This article is part of a series of articles about Community-Led Philanthropy, co-hosted by GlobalGiving. The conversation explores the ways philanthropy can support community-led change.
If philanthropy is genuine about supporting community-led change, funders need to crank up the trust lever and dial down an urge to control. There is a root and branch need for this. While some progress has been made, the way funders understand and reinforce ‘measurement’, reveals a lot about their commitment to shifting power.
At the most simple level, there’s a need to change the emphasis by overhauling the standard terminology of impact measurement: moving away from language like ’monitoring’, with its paternalistic meaning of ‘keeping an eye on’, to terms that emphasise collaboration and collective learning. At the other end of the spectrum, there’s a need to more rigorously measure philanthropy’s commitment to dismantling the status quo; testing new approaches; and supporting long term and complex change, where there are no ready-made fixes and few quick-wins.
Philanthropy is uniquely placed to be at the vanguard, supporting a better way. By embracing new ways of working, tools and thinking; by increasing flows of flexible and multi-year funding; and by supporting the priorities identified by those most impacted by inequality, inequity and injustice, philanthropy can help ensure efforts to shift the power become more than window dressing.
Shifting power is not merely a process of global to local, and communities are not a homogenised group. Community-led change can only thrive if power is shifted and shared with those most excluded and marginalised. This requires philanthropy to move from the ‘safety’ of working with more established organisations (usually urban-based with more resources to navigate and access relationships and funding) to groups sitting at the intersection of overlapping systems of discrimination. While this may not be the ‘easy route’, it can be a game-changer. By focusing on people historically marginalised from decision making and those with reduced access to resources, philanthropy has the opportunity to challenge structural inequalities.
By embracing new ways of working, tools and thinking; by increasing flows of flexible and multi-year funding; and by supporting the priorities identified by those most impacted by inequality, inequity and injustice, philanthropy can help ensure efforts to shift the power become more than window dressing.

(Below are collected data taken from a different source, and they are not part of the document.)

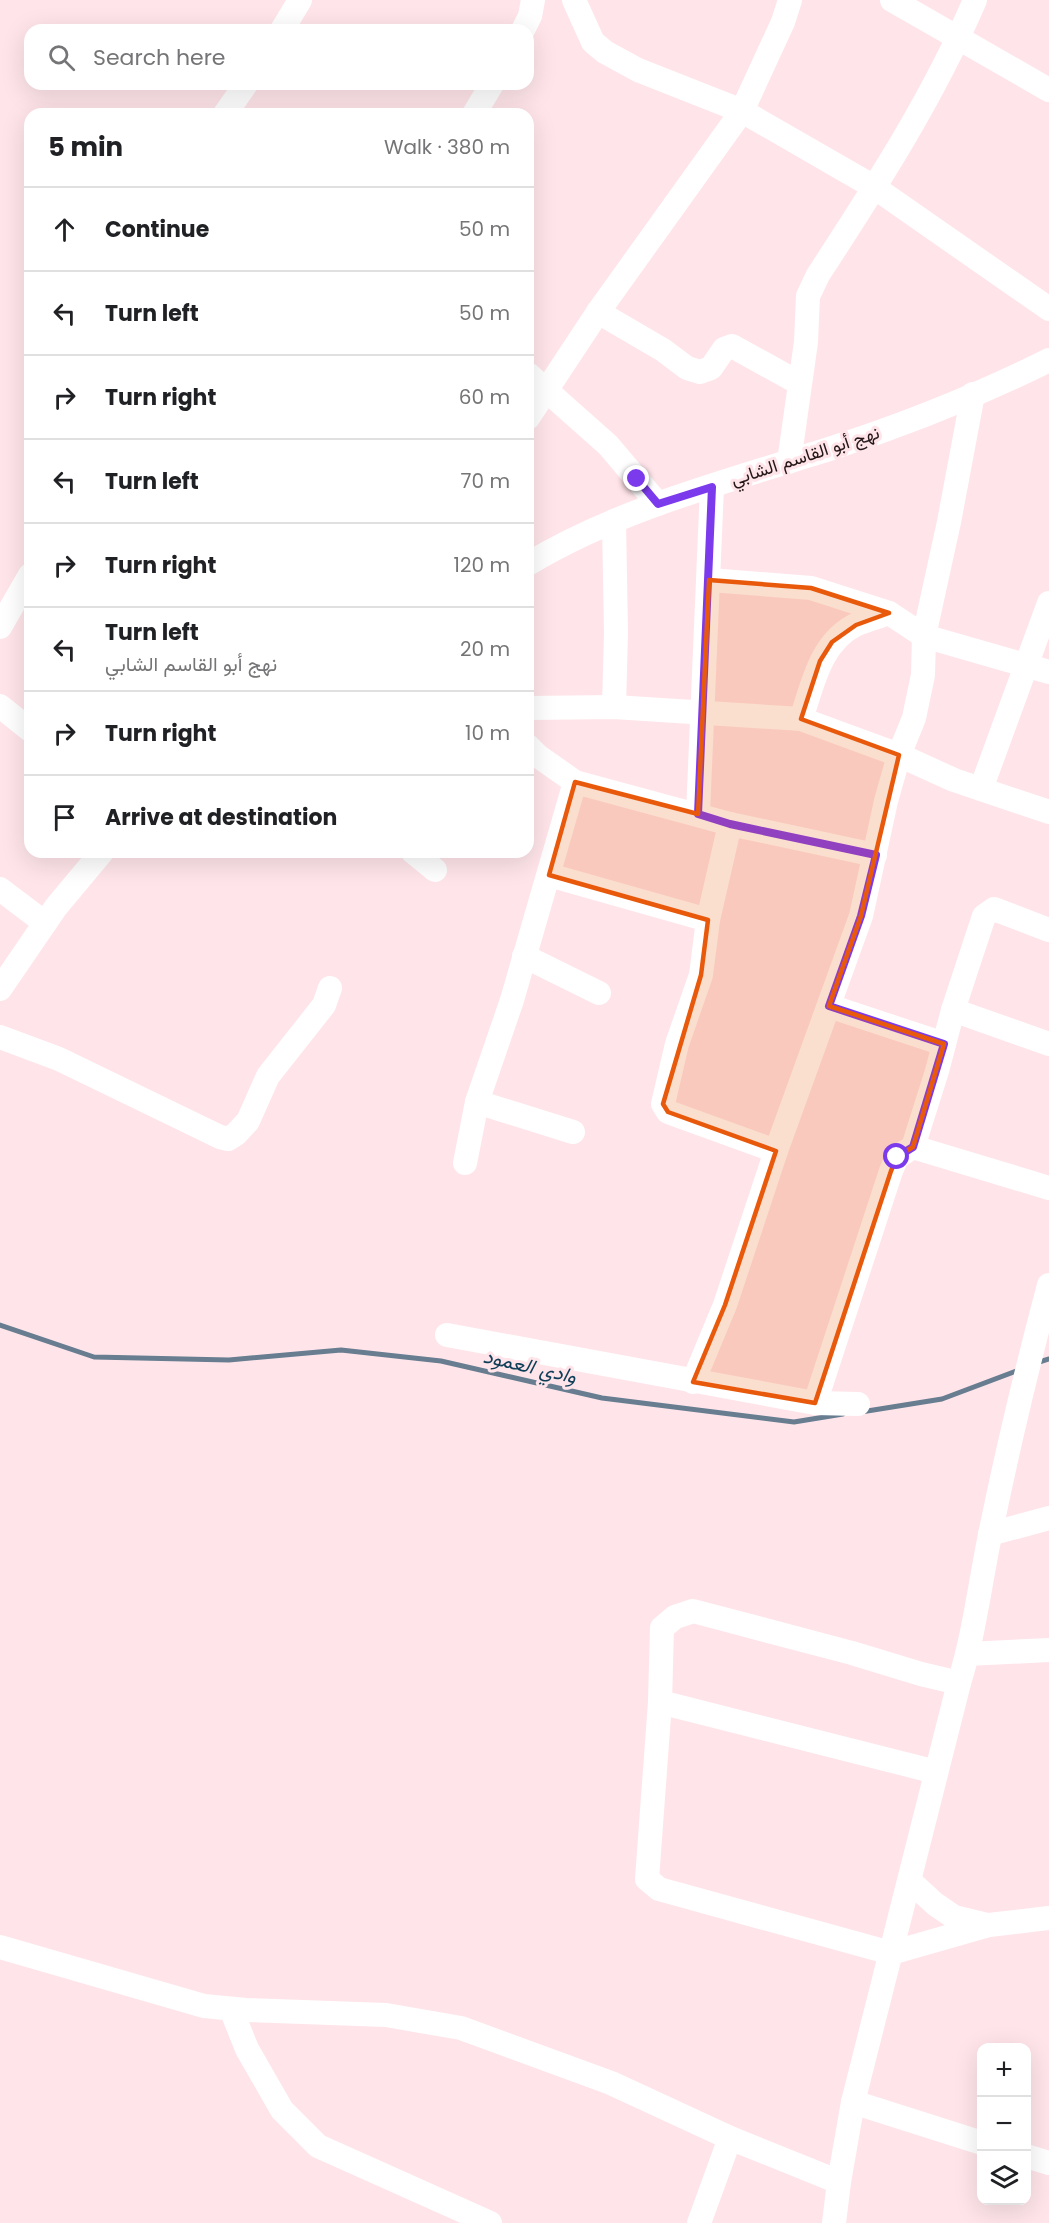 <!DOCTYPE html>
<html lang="en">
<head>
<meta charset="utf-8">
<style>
  :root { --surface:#fff; --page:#f6f6f6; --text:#202124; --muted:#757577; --line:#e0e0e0 }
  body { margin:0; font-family:Poppins,Vazirmatn,sans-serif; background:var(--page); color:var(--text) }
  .controls { position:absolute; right:18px; bottom:18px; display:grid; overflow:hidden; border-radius:12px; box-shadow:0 6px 24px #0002 }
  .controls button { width:54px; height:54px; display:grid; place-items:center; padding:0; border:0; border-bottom:2px solid var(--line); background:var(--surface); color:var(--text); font:30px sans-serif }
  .stop { position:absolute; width:18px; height:18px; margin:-14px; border:4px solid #7c3aed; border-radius:50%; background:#fff }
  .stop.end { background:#7c3aed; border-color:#fff; box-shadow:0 2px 6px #0008 }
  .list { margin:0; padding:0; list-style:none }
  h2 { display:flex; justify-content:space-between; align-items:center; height:78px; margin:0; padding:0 24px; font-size:26px }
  h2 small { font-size:20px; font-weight:400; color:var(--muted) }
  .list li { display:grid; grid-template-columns:39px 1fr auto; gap:18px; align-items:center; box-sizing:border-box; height:84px; padding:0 24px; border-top:2px solid var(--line) }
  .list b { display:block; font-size:22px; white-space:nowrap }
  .list p { margin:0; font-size:20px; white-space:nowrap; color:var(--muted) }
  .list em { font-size:20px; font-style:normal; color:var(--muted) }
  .icon { flex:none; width:33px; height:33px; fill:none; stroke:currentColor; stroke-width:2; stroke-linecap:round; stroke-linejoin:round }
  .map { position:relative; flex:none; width:1049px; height:2223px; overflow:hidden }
  .search { position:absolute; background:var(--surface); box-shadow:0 6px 24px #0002; left:24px; top:24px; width:510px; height:66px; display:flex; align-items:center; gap:15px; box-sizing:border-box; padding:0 21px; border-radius:18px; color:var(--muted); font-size:22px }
  .panel { position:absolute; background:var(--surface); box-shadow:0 6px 24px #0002; left:24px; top:108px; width:510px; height:750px; border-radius:18px }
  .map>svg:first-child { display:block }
</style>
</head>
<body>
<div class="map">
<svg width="1049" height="2223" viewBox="0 0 1049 2223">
  <rect width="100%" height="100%" fill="#ffe5ea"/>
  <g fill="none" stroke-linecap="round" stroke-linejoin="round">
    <!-- stream -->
    <g stroke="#687d90" stroke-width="5">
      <path d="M0 1325 94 1357 229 1360 341 1350 441 1361 602 1398 794 1422 843 1414"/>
      <path d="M1036 1363 1049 1359"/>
      <path d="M861 1412 942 1399 1019 1370"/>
    </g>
    <!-- minor -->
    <g stroke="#fff" stroke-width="24">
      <path d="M574 0 593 42 605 52 638 70 742 111 874 187 1049 309"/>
      <path d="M892 0 1049 90"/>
      <path d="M282 30 300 0"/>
      <path d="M523 30 530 16 533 0"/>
      <path d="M225 114 246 84"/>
      <path d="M474 114 492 84"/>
      <path d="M598 312 663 350 687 368 700 372 711 368 724 349 732 346 799 383"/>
      <path d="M528 374 608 445 658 504"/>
      <path d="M528 418 598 312 742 111 783 22 790 0"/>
      <path d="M789 462 806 342 808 296 818 275C876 186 933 98 975 0"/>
      <path d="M528 564C619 509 728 481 829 449 904 425 979 395 1049 360"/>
      <path d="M709 580 811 588 889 613 924 636 1049 672"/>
      <path d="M0 627 30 575"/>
      <path d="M0 706 30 730"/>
      <path d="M614 707 616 633 614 521"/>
      <path d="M528 708 614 707 801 719 899 755 954 780 1049 812"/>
      <path d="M801 719C813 684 820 642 857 624 867 620 878 617 889 613"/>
      <path d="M528 746 538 756 575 782 730 824 875 855"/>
      <path d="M981 789 1049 603"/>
      <path d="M698 814 712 487"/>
      <path d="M730 824 708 920 701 975 677 1044 663 1104 668 1112 776 1151"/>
      <path d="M413 852 435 870"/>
      <path d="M549 875 708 920"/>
      <path d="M0 889 45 923"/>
      <path d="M524 956 599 993"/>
      <path d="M0 989 56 907 102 852"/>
      <path d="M829 1006 944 1044"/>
      <path d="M953 1010 1049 1044"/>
      <path d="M0 1037 59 1059 220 1137 228 1139 236 1134 248 1121 268 1076 324 1005 330 988"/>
      <path d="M477 1102 573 1132"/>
      <path d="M913 1147 1049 1188"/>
      <path d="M465 1163 477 1102 512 1000 575 782"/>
      <path d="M447 1335 815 1403 858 1404"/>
      <path d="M693 1382 725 1305 776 1151 861 916 886 801 899 755 914 718 923 675 924 636 949 522 973 394"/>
      <path d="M815 1403 891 1171 897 1157 913 1147 937 1071 953 1010 984 916 994 909 1049 930"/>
      <path d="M990 1534 1049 1518"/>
      <path d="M968 1654 1049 1650"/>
      <path d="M959 1683 921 1674 852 1653 693 1611 675 1617 662 1628 660 1702 647 1879 659 1889 891 1953 989 1925 1049 1918"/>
      <path d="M660 1702 936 1772"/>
      <path d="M910 1881 935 1904 954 1917 987 1925"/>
      <path d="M0 1947 204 2006 246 2010 386 2015 461 2028 611 2083 730 2138 839 2182"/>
      <path d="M231 2009 247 2049 282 2110 318 2146 490 2223"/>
      <path d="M853 2102 982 2143"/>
      <path d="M1026 2156 1049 2163"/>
      <path d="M699 2223 730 2138"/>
      <path d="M834 2223 839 2182 853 2102 959 1683C974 1635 980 1584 990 1535 1007 1451 1027 1368 1049 1285"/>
    </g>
  </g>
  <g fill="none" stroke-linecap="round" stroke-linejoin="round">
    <!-- route -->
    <path stroke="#7c3aed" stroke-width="8" d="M637 479 658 504 712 487 698 814 730 824 876 855 861 916 829 1006 944 1044 913 1147 897 1157"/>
  </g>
  <!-- marked area -->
  <path fill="#e8590c" fill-opacity="0.2" stroke="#e8590c" stroke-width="4.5" stroke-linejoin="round" d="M709 580 811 588 889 613 856 625 832 642 820 661 801 719 899 755 861 916 829 1006 944 1044 913 1147 897 1157 891 1171 815 1403 693 1382 725 1305 776 1151 668 1112 663 1104 701 975 708 920 549 875 575 782 698 814Z"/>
  <g text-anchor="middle" stroke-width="6" stroke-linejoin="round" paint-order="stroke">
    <!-- street labels -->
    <g font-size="18" fill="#251719" stroke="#ffe5ea">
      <text transform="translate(805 456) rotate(-18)" y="6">نهج أبو القاسم الشابي</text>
    </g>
    <!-- water labels -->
    <g font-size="20" font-style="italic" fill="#0e3d57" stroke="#ffe5ea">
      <text transform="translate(530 1366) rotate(13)" y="7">وادي العمود</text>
    </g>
  </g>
</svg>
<div class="controls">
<button>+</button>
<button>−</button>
<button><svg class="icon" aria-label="layers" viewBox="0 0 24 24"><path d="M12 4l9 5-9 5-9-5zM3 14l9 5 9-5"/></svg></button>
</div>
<div class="stop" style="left:897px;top:1157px"></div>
<div class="stop end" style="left:637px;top:479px"></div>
<div class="search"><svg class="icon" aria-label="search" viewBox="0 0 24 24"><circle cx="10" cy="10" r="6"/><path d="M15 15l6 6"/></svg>Search here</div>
<section class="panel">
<h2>5 min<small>Walk · 380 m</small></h2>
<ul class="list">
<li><svg class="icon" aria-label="ahead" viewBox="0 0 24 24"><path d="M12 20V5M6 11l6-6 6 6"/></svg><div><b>Continue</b></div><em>50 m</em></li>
<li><svg class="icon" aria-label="left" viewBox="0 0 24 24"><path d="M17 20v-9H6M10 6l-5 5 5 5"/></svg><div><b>Turn left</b></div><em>50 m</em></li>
<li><svg class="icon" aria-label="right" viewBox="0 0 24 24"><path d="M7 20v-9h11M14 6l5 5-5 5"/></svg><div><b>Turn right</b></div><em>60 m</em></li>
<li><svg class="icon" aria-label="left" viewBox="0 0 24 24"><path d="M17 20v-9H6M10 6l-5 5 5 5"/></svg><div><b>Turn left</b></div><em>70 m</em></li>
<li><svg class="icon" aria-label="right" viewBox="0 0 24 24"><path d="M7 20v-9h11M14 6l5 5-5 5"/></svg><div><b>Turn right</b></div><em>120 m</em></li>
<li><svg class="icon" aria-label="left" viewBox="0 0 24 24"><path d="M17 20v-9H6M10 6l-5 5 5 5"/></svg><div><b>Turn left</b><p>نهج أبو القاسم الشابي</p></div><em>20 m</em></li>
<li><svg class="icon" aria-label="right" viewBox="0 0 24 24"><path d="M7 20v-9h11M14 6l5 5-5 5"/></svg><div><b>Turn right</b></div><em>10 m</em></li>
<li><svg class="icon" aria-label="arrive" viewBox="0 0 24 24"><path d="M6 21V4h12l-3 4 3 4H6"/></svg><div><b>Arrive at destination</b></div></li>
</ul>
</section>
</div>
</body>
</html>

If philanthropy is serious about supporting community-led, transformative and systemic change, there’s an urgent need to move from what my colleague calls, ‘bean counting’, to approaches that enable us to look at the ‘whole’. This means methodologies that focus solely on individuals and organisations are no longer adequate. They are the wrong tools for the job. In Global Fund for Women’s movement led work, movement actors lead the process. We have no pre-determined outcomes and targets. These are collectively developed by movement actors to measure the systems and structural change they seek. They determine what success looks like in their context, and what to measure along the way. This is a more iterative approach, emphasising ongoing learning and adjustment. It requires humility and the need to recognise and acknowledge the limits of our understanding and experience. It needs honesty and funder agility, as embracing learning and adaptation, demands recognising and responding to failure and what’s not working – and this needs courage. A system that prioritises results and upfront KPIs, outputs and outcomes at the application stage does not foster this approach. Yet philanthropy has the flexibility to lead and nurture an alternative way that is better suited to the complexity of supporting community-led change.
Understanding power dynamics and power inequalities, alongside building trusting relationships, takes time and transparency. This is especially true when working with people directly impacted by discrimination, violence and trauma. Experience influences interactions and affects collective working. Space and time are needed to develop relationships and ‘healing’ can rarely be quantified. Philanthropy’s impact on community-led change can be measured by its willingness to prioritise this work, and by its emphasis on learning how this work can best be supported in different contexts. Those involved in community-led change know that attempts to project manage, downplay, or rush this work can be disruptive and damaging.
Philanthropy needs to rewire its thinking. Many donors have an unhealthy obsession with evidence and measurement. This often sits at odds with the change they say they want to support. While measurement is essential, there’s a need to measure what’s meaningful – and that question can only be answered by those demanding, driving and sustaining change.